The reason for a Greening of Architecture is most often discussed as a result of climate change. I will not debate the existence of climate change. I would debate the existence of climate stagnation, a common misconception. The view that the climate of the world we live in does not change without human action or that the climate change we see now may be halted to stagnation by human action is ridiculous. The climate of this planet is constantly changing. Of course the planet has been warming. It always is, except when it is cooling. If we lived in year 1911 or 1861 and had the same recorded 100-150 years of actual (not modeled) data we would likely see the same trend with spikes during the most recent years. If you question this look up “Little Ice Age” on wikipedia. The earth warms and cools dramatically on very irregular intervals based on many more causes than we can even begin to contemplate. That being said, there is no doubt that the greenhouse emissions released during the continued Industrial Revolution are altering the earths climate in ways we can only beg to understand. This effect is no doubt accelerating a trend already underway. I hope through human action we might slow this warming trend as well our descendants slow the next cooling trend. A more stable climate with moderate variation, like all cyclical phenomena, will be easier to handle. As a practicing architect I have the possibility to alter more than my own actions toward this change. I am not alone. My profession, as a whole, concurs; not necessarily with my view of a constantly changing climate, only that we have the ability and duty to act beyond ourselves.

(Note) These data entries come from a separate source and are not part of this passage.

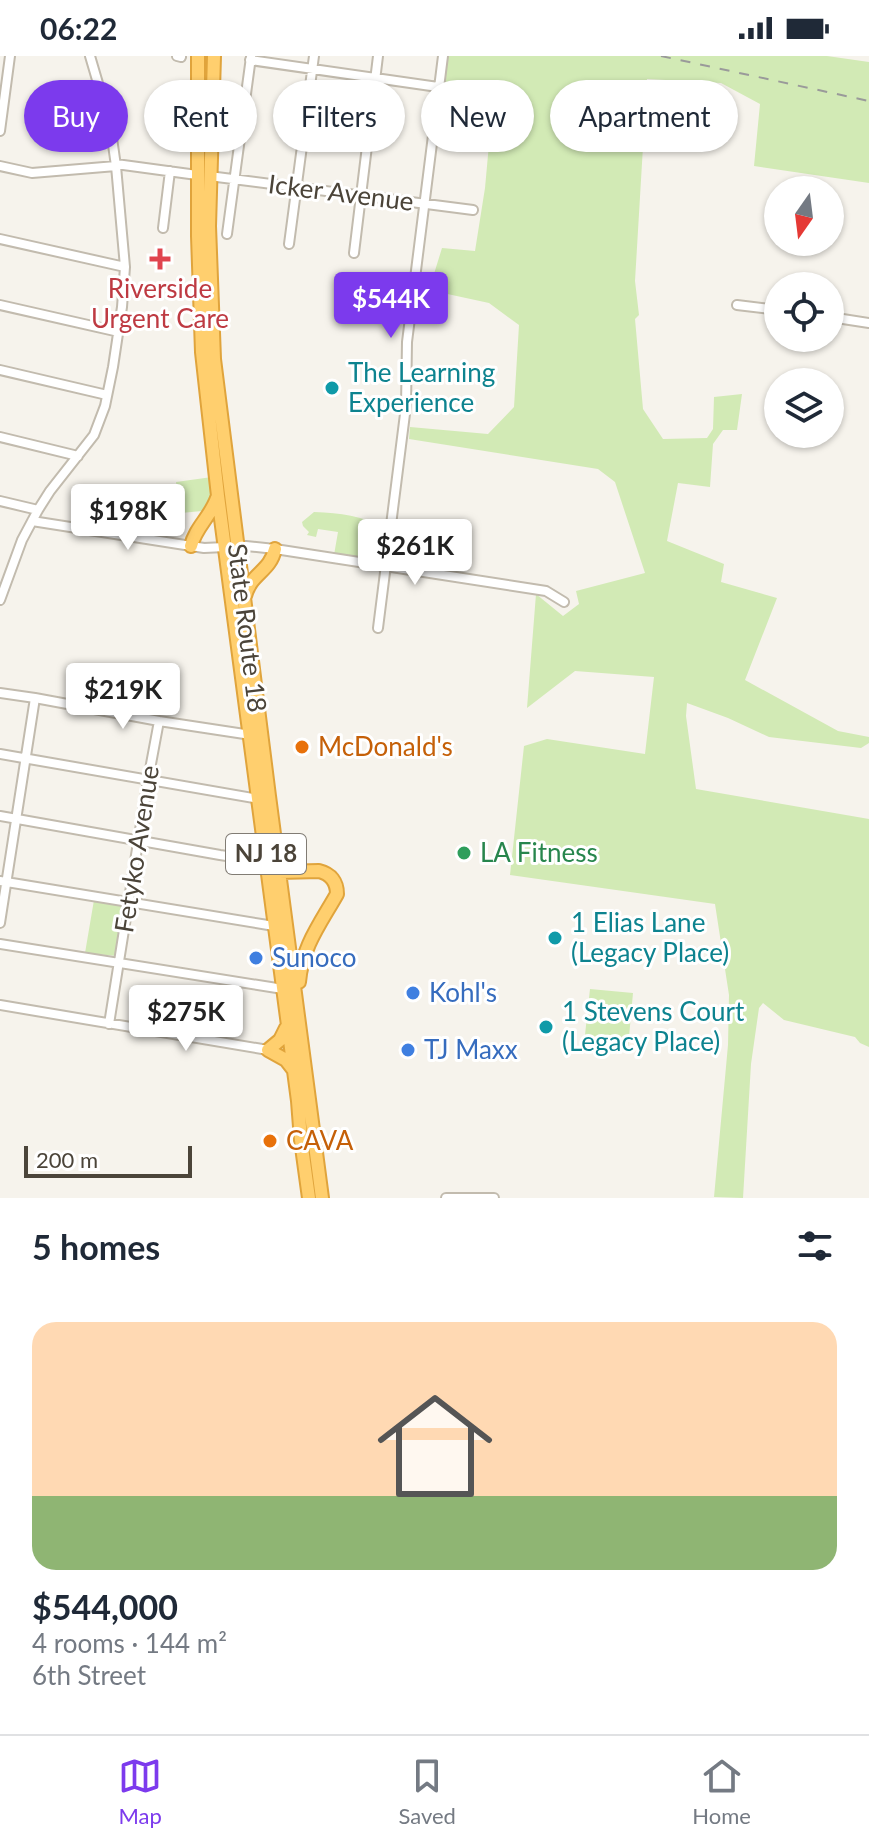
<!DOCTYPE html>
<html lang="en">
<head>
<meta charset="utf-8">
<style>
	:root { --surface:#fff; --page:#f2f2f3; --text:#1f2937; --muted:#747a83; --line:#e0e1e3; --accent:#7c3aed }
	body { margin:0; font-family:Lato,sans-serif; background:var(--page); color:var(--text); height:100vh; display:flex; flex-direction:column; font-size:30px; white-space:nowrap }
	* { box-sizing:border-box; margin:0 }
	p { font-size:26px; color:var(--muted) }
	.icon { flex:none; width:44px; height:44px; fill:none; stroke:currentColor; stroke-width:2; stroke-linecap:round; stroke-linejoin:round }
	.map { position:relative; height:1142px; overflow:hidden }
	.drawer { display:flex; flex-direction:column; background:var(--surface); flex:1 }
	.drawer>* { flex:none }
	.guide { position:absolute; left:24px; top:24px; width:822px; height:72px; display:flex; gap:16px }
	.needle { width:52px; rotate:194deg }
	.buttons { position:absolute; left:764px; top:120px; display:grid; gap:16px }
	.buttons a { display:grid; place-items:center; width:80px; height:80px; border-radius:50%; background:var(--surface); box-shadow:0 2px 6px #0004; font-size:40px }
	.scale { position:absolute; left:24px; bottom:20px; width:168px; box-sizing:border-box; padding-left:8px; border:4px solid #4b4439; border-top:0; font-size:22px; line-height:28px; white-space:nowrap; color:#4b4439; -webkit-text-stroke:6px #fff; paint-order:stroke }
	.price { position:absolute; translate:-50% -68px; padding:0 18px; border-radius:8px; background:#fff; color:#222; font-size:26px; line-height:52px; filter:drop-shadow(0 2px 4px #0008) }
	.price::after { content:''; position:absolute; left:50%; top:48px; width:24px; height:18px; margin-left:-12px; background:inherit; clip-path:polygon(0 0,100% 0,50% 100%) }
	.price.current { background:var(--accent); color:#fff }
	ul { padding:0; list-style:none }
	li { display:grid; align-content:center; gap:16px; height:424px; padding:0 32px }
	li span { display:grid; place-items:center; height:248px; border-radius:24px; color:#555 }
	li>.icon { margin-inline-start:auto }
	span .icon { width:144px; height:144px; fill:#fffc; stroke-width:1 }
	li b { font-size:34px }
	h2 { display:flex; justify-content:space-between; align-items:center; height:96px; padding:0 32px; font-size:34px }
	.pill { padding:0 28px; border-radius:36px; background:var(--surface); box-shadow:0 2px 6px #0004; font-size:28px; line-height:72px }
	.pill.current { background:var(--accent); color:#fff }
	.status { display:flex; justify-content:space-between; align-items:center; height:56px; padding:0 40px; background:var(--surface); direction:ltr }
	.status svg { height:22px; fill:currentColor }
	.tabs { display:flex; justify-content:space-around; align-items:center; height:112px; border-top:2px solid var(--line); background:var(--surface); font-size:22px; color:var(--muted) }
	.tabs a { display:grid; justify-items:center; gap:4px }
	.tabs .current { color:var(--accent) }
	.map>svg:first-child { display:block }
</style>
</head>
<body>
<div class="status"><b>06:22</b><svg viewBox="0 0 49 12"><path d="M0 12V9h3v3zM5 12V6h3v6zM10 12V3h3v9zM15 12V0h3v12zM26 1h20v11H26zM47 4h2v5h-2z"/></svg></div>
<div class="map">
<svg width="869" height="1142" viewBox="0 0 869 1142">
	<rect width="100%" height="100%" fill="#f6f3ec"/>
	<path fill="#d2eab5" d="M 448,0 L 827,0 L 869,6 L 869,127 L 754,110 L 760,48 L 721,27 L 647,23 L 635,225 L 639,259 L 635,263 L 643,353 L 663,383 L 707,382 L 713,373 L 714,341 L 742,338 L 737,374 L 723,374 L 713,388 L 710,431 L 678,427 L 667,485 L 724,508 L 721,526 L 777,542 L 745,624 L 838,675 L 869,681 L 869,687 L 861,692 L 769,681 L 728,662 L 687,647 L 686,660 L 696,733 L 869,763 L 869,991 L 860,987 L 855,981 L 784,964 L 763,947 L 759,952 L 751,1008 L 743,1142 L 714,1141 L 728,989 L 729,939 L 715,848 L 510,819 L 524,690 L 547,683 L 645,698 L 654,621 L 575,615 L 527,652 L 536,538 L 563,560 L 579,548 L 576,535 L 645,517 L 615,426 L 598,413 L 409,383 L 410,371 L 488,378 L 514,351 L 519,269 L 489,247 L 429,234 L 442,192 L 475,195 L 485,132 L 492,55 L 487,37 L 443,28 Z
		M 212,421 L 214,438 L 203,461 L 202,455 L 181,457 L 176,426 Z
		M 314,456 C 342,457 360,460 386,471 L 379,505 L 334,499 L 338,476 L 318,473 L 316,481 L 307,479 L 309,476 L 303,470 L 302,466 Z
		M 94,844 L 122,849 L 124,852 L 117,900 L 85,897 Z
		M 590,933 L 633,937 L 628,992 L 584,988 Z"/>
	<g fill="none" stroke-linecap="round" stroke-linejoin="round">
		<g stroke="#c2bbae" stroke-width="12">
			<path id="minor" d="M 177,0 L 181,1
				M 250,4 L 438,31 L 483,39
				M 0,75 L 10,0
				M 116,108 L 197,119
				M 0,110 L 32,117 L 116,110
				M 209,120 L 473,154
				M 163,172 L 170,115
				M 227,178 L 251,1
				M 0,183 L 125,211
				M 289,188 L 314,0
				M 354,197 L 378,0
				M 0,249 L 119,276
				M 737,249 L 778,254
				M 830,261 L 869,267
				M 0,314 L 107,339
				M 0,381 L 78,400
				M 0,445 L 38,454
				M 32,465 L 204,492 L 246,490 L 275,493 L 546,535 L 564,546
				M 0,544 L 22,484 L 38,454 L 50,435 L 94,379 L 105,350 L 113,311 L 122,251 L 125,211 L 116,110 L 110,68 L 90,0
				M 378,572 L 406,350 L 407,286 L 443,0
				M 0,637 L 35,642 L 159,665 L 251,679
				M 0,698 L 259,743
				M 0,760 L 220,799 L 233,801 L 242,798
				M 0,825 L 274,870
				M 0,867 L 35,642
				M 0,888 L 283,933
				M 0,949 L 268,994
				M 109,968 L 148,724 L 159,665
				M 446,1142 L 494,1142"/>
		</g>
		<g stroke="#e0a43c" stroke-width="16">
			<path id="highway" d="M 198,0 L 198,180 L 202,296 L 218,440 L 298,1045 L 301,1084 L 309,1142
				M 214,0 L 209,170 L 214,303 L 269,740 L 322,1142
				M 191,490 C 195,472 211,460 217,442
				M 245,540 C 251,517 270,516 275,493
				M 273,820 L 279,816 L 319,815 C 331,818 337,826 337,838 C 320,868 302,891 299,926
				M 286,972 L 280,984 L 268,994 L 286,1004 L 293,1013"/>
		</g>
		<use href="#minor" stroke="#fff" stroke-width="8"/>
		<use href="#highway" stroke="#ffcf6e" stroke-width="12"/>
		<path stroke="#9a9a9a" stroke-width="2" stroke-dasharray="10 10" stroke-linecap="butt" d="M 661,0 L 869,45"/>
	</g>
	<path fill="#e0444e" stroke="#fff" stroke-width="3" d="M156 191h8v8h8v8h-8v8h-8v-8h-8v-8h8z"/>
	<g fill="#0f9aa8" stroke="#fff" stroke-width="3">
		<circle cx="332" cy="332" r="8"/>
		<circle cx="555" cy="882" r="8"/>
		<circle cx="546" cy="971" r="8"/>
	</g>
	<g fill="#e8710a" stroke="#fff" stroke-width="3">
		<circle cx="302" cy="691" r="8"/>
		<circle cx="270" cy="1085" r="8"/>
	</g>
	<circle fill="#2e9e5b" stroke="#fff" stroke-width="3" cx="464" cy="797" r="8"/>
	<g fill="#3f7fe0" stroke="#fff" stroke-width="3">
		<circle cx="256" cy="902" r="8"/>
		<circle cx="413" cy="937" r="8"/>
		<circle cx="408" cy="994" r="8"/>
	</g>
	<g text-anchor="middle" stroke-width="6" stroke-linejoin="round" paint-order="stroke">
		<rect fill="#fff" stroke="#817c74" stroke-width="2" x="226" y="778" width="80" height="40" rx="6"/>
		<g font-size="24" font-weight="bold" fill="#4b4439">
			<text x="266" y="806">NJ 18</text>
		</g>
		<g font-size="26" fill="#4b4439" stroke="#fff">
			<text transform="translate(341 137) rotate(7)" y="9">Icker Avenue</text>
			<text transform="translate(247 572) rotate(83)" y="9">State Route 18</text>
			<text transform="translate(137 793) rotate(-81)" y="9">Fetyko Avenue</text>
		</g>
		<g font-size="26" fill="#be3a42" stroke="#fff">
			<text x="160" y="242">Riverside<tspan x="160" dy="30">Urgent Care</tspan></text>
		</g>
		<g font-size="26" fill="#0d838f" stroke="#fff" text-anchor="start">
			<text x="348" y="326">The Learning<tspan x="348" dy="30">Experience</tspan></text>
			<text x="571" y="876">1 Elias Lane<tspan x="571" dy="30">(Legacy Place)</tspan></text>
			<text x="562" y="965">1 Stevens Court<tspan x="562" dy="30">(Legacy Place)</tspan></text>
		</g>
		<g font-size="26" fill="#c56008" stroke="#fff" text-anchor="start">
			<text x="318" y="700">McDonald's</text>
			<text x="286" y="1094">CAVA</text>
		</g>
		<g font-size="26" fill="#27864d" stroke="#fff" text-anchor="start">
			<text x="480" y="806">LA Fitness</text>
		</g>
		<g font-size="26" fill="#366cbe" stroke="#fff" text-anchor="start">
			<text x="272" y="911">Sunoco</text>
			<text x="429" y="946">Kohl's</text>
			<text x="424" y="1003">TJ Maxx</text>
		</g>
	</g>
</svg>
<div class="buttons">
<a><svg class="needle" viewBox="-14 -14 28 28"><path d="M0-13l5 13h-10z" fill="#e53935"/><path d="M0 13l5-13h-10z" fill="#747a83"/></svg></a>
<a><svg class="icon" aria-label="locate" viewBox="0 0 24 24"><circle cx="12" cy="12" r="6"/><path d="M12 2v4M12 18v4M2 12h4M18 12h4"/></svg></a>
<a><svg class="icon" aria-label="layers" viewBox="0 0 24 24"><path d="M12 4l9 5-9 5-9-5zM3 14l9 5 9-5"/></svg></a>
</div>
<div class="scale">200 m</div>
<b class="price current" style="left:391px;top:284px">$544K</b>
<b class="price" style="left:128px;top:496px">$198K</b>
<b class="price" style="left:415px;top:531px">$261K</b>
<b class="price" style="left:123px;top:675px">$219K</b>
<b class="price" style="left:186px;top:997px">$275K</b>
<div class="guide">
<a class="pill current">Buy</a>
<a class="pill">Rent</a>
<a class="pill">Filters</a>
<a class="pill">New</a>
<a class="pill">Apartment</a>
</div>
</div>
<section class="drawer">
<h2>5 homes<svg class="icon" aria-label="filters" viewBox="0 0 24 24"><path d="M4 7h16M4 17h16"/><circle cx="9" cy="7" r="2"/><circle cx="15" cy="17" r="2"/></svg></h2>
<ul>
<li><span style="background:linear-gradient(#ffd9b3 70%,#8fb573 0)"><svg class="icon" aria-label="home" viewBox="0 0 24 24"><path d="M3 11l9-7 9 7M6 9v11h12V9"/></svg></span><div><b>$544,000</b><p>4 rooms · 144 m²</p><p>6th Street</p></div></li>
</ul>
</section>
<nav class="tabs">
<a class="current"><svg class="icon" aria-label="map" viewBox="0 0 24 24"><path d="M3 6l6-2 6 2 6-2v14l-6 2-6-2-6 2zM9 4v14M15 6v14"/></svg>Map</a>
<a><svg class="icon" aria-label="saved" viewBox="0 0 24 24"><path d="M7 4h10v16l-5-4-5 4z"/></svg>Saved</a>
<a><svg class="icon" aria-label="home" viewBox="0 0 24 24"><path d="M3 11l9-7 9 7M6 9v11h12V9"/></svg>Home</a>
</nav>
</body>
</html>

To further elaborate on this constant climate stagnation misconception I ask you recognize our methods of tracking climate. They are flawed and lead further to this misconception that climate is stagnant. The averages we use to discuss temperature, precipitation, storm ferocity are all extremely misleading. They imply that the predicted temperature on a given day should be measurable to a decimal degree or that the predicted rainfall in a given location over a given month or year should be accurate to the hundredth of an inch. When looked at over the entire recorded history, 100-150 years, there may not have been a single day with this exact high or low temperature or a recorded rainfall with the exact amount of rainfall. Our thinking of climate as stagnant is precipitated by this narrow comparative process. Would it not be more accurate to say that the majority of the average temperatures for a given day, month, or year fall with a range from _ to _ degrees. This by itself opens up the chaos that is our climate to a more accurate acceptance.

The external and internal arguments relating to this topic are limited in true understanding and rich in emotion. The future is uncertain except to know that there will be, sometimes dramatic, cycles of climate change.